Precast concrete has been around for a while, and most of us may not be aware that we see precast concrete structures almost everywhere we turn. The beauty of precast concrete is that manufacturers can prepare and cast it, and once they cast it, they can cure it in a specially controlled facility off-site.
The process involves using molds, which they can also reuse up to 40 times in some cases. With this, precast concrete becomes a more economical alternative to concrete cast on-site, and it’s a safer, more straightforward process of installation as well. In addition, you can join different elements made of precast concrete to form one entire structure, and you can use it for parts and components like walls, columns, beams, pipes, staircases, floors, and tunnels. But what else should you be aware of when it comes to precast concrete? Here’s everything you should know about precast concrete: its applications, advantages, and more.
Precast concrete, as mentioned, is helpful for various structural system applications because of its durability, budget-friendliness, and strength. You can utilize it to create columns, beams, foundations, flooring slabs, and other structures such as walls. A king post wall made from precast concrete, for example, proves to be a much more feasible and much more robust alternative to concrete walls made on the site.
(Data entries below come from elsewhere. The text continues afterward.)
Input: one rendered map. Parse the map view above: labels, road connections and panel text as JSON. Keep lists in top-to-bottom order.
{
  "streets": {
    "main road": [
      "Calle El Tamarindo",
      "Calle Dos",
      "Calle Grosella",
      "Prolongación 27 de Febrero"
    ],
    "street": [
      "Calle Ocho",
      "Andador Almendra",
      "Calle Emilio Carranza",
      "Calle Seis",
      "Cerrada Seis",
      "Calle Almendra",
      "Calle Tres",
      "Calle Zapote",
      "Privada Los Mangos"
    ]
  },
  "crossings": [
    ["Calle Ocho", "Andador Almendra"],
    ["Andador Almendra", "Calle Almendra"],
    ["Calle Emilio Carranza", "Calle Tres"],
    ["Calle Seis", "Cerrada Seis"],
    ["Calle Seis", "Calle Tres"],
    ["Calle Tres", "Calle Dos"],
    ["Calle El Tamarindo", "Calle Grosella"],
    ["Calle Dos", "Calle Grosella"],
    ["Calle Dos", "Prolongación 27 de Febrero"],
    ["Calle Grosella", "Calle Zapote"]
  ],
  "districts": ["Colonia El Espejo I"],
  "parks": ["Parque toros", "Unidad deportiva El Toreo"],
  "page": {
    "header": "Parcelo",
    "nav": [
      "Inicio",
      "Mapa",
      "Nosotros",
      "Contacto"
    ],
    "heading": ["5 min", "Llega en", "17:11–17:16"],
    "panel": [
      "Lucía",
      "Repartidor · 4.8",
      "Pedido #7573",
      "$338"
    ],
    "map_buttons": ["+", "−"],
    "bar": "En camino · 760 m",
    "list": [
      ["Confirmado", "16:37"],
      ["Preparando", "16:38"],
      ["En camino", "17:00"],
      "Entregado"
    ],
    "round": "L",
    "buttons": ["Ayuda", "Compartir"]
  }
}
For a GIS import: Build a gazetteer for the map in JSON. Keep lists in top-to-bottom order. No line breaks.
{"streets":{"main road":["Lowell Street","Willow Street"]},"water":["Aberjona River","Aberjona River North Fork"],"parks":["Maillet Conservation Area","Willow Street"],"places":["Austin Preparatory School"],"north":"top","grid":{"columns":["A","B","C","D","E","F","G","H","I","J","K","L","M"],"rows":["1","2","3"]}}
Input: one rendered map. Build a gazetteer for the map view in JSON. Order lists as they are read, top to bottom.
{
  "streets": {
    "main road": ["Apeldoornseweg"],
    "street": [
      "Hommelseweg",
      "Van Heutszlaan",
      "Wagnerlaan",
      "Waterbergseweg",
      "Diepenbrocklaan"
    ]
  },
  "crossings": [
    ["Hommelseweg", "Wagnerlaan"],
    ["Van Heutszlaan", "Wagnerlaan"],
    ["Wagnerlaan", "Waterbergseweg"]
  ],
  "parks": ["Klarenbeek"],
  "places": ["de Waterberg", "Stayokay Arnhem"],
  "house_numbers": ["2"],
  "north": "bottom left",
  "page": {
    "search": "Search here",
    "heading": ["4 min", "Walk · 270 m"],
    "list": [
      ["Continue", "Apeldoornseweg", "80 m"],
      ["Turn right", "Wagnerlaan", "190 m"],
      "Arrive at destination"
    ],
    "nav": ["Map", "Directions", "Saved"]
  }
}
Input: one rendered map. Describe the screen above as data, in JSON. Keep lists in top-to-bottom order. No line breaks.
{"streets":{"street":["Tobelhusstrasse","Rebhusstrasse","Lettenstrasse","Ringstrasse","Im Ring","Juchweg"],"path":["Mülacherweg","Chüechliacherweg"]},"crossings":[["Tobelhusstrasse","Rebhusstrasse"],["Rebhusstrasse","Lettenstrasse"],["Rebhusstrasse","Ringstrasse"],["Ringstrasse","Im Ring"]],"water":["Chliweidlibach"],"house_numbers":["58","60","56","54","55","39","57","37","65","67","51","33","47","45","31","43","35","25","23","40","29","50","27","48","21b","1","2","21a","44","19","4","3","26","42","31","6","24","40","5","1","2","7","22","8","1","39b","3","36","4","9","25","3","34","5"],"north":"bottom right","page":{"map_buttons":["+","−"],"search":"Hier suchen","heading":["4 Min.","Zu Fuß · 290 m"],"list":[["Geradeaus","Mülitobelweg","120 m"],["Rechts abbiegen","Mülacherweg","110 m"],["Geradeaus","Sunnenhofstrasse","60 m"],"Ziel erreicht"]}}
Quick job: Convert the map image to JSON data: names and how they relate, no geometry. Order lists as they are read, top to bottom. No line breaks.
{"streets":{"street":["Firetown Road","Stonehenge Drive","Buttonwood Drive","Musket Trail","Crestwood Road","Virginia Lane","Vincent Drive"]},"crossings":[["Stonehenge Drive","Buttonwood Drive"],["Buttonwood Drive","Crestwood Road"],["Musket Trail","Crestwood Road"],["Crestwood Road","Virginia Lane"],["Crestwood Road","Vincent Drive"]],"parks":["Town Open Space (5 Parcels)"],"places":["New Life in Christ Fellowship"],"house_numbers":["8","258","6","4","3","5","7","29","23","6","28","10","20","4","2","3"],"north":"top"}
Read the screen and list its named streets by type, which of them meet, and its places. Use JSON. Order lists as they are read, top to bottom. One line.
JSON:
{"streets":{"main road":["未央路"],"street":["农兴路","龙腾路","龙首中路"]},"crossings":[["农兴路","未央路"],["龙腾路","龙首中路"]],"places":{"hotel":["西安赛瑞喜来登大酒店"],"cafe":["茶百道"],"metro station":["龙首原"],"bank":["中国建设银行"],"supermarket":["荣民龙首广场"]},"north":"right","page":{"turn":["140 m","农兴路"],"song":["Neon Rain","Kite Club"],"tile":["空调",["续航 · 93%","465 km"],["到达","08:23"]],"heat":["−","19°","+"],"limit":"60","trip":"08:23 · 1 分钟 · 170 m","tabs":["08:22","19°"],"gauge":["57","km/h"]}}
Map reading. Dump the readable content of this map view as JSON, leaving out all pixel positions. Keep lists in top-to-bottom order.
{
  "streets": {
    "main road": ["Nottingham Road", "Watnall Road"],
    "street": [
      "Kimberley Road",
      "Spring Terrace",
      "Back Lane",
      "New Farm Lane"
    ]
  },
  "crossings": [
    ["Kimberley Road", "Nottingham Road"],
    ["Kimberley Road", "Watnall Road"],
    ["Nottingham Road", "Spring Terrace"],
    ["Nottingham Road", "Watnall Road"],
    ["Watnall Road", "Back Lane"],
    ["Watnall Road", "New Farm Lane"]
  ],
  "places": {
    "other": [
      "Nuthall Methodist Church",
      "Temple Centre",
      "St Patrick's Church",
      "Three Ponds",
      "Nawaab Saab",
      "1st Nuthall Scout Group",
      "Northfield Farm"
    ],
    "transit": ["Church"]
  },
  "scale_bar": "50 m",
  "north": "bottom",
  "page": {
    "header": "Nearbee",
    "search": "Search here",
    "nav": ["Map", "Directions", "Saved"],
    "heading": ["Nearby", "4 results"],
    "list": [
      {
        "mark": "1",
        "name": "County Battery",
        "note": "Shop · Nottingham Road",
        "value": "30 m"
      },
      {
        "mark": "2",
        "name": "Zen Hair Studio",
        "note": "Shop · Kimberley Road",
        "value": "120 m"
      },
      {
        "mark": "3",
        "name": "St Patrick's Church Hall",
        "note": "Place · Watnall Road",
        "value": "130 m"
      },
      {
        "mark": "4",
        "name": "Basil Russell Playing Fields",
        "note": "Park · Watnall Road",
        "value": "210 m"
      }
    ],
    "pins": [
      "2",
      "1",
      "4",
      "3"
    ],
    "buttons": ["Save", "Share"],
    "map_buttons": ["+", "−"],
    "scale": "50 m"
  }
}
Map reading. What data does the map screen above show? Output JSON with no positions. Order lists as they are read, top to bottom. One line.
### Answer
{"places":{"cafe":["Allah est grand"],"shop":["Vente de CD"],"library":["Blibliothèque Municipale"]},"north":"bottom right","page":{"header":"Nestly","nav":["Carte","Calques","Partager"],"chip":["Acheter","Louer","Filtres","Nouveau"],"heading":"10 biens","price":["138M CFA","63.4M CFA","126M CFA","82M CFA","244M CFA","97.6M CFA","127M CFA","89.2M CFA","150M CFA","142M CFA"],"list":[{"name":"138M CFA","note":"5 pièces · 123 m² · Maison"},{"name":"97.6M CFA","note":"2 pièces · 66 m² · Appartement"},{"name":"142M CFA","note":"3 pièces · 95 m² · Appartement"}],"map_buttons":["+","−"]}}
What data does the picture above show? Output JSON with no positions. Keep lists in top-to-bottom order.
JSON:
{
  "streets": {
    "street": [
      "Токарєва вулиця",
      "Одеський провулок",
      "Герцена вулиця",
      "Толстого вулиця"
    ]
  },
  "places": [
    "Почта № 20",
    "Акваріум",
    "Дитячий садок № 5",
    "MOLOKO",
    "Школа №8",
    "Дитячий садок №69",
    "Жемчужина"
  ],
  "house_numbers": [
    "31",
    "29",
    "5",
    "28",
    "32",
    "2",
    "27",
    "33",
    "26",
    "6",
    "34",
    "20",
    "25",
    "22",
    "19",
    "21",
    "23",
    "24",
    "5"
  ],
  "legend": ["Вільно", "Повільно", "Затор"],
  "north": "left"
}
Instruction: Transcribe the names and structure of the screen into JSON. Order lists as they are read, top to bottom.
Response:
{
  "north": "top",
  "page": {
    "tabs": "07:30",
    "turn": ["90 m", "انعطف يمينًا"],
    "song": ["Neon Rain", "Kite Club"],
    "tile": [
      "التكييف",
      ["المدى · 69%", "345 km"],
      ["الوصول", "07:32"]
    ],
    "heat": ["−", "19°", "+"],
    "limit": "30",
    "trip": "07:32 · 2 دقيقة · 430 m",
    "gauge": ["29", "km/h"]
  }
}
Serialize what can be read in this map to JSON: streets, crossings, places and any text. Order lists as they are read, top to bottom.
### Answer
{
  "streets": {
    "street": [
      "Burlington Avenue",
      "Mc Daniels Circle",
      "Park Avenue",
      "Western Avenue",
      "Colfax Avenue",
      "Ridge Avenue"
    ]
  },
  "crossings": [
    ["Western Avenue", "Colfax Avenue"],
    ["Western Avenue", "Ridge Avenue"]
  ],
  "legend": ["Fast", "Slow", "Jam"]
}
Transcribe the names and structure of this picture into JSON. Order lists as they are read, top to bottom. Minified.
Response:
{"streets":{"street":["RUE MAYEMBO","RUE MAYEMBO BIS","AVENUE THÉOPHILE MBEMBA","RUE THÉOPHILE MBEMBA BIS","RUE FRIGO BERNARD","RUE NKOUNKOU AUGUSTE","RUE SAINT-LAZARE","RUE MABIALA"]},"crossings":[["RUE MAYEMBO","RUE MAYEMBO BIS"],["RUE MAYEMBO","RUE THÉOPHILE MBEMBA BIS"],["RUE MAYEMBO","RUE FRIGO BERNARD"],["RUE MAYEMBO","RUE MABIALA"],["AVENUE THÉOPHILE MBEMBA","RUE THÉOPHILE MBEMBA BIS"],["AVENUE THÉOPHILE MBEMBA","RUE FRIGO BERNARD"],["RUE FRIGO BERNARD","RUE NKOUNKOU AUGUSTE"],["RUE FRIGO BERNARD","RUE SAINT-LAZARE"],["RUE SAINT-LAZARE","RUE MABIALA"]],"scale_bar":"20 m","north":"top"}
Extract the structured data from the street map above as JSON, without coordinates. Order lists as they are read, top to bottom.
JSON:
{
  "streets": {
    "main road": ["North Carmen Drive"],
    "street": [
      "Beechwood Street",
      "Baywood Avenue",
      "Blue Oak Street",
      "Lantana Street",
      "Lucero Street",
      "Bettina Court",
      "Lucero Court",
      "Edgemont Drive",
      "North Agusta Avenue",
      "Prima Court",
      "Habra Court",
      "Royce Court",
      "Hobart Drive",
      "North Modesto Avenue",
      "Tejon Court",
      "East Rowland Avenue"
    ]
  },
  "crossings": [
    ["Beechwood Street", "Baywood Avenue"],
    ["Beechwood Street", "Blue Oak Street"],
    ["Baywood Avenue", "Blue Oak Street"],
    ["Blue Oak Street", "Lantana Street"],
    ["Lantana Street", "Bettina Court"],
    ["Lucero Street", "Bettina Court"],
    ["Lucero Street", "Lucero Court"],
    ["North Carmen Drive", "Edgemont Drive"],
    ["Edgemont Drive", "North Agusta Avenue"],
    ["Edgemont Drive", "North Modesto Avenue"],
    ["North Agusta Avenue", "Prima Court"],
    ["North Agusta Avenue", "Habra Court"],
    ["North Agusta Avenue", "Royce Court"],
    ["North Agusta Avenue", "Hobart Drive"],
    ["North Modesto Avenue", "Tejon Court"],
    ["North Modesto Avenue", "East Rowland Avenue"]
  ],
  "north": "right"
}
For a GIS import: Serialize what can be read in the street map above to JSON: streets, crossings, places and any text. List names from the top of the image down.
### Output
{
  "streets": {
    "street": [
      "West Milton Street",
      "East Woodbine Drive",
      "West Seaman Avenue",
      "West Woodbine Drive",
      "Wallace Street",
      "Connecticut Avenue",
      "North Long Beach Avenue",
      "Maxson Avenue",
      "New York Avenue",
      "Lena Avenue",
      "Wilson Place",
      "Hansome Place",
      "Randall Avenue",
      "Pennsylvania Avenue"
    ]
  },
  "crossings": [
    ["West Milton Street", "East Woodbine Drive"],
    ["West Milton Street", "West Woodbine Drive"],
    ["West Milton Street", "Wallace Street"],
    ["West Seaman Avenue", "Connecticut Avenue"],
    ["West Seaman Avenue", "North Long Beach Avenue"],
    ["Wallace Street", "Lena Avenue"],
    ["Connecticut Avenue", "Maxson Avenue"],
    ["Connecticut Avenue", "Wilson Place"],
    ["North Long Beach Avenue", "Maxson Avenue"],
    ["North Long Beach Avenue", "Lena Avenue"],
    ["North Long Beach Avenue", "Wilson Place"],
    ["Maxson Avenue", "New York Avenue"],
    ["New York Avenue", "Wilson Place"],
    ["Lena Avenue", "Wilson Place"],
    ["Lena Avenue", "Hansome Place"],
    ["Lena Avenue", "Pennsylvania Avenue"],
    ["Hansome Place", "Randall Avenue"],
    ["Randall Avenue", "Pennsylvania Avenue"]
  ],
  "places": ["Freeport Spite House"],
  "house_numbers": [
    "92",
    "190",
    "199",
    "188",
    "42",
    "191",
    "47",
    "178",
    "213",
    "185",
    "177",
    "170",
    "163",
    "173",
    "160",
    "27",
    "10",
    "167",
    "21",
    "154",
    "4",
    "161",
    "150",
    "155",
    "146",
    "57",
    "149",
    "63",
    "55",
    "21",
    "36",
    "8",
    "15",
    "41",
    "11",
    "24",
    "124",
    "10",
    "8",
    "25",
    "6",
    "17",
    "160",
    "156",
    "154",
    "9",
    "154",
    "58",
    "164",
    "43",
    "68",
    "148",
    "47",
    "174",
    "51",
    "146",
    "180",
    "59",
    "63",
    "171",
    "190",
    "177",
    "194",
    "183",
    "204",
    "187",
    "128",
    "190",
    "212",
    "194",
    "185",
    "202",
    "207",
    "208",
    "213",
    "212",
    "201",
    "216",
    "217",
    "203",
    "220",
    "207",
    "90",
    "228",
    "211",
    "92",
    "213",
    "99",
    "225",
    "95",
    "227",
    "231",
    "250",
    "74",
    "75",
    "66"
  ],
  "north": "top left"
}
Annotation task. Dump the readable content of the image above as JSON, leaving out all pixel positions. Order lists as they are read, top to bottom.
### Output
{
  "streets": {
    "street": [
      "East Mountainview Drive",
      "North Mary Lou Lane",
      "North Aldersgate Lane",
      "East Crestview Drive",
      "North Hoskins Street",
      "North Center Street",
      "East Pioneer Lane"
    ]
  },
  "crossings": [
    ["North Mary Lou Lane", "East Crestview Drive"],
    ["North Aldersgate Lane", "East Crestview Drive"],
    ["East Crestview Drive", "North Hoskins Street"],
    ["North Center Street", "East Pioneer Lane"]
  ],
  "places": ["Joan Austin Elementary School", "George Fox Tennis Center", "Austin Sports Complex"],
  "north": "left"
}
You can also utilize precast concrete as cladding for buildings, and many contractors and builders use it as elements for different structures.
Another common application for precast concrete is as components for various infrastructure works, such as viaducts and bridge spans. Also, precast concrete is useful for water and septic tanks, railway sleepers, drain chambers, floor beams, and water pipes. Since you can essentially mold precast concrete into various shapes, you can create unique forms like sculptures, boats, and the like.
You may already know a few of the advantages that come with using precast concrete. Still, since the manufacturing process is in a controlled facility, it is possible to produce a good volume of precast components that are entirely identical. For instance, if you are involved in a housing project, you can use precast concrete to produce floor and wall slabs. You can then lift the slabs into the correct position and connect each slab to the next, and it makes for easier and faster construction.
Precast concrete allows for quicker construction since you can do it right on the ground instead of at a height, and the manufacturers can reuse the moulds repeatedly. You can also make use of special equipment so you can easily move the precast concrete. Precast concrete is also of higher quality and integrity than cast-on concrete because it is made in a climate-controlled facility, eliminating dust, rain, heat, or cold issues. However, with on-site cast concrete, your engineers will still have to build another component once they finish one set, and this takes too much time, especially since it usually takes concrete 28 days to achieve its maximum strength.
Since precast concrete is manufactured in a tightly controlled environment, manufacturers can adequately control the tolerances and minimise waste production. It then results in a more robust and denser product with much higher quality.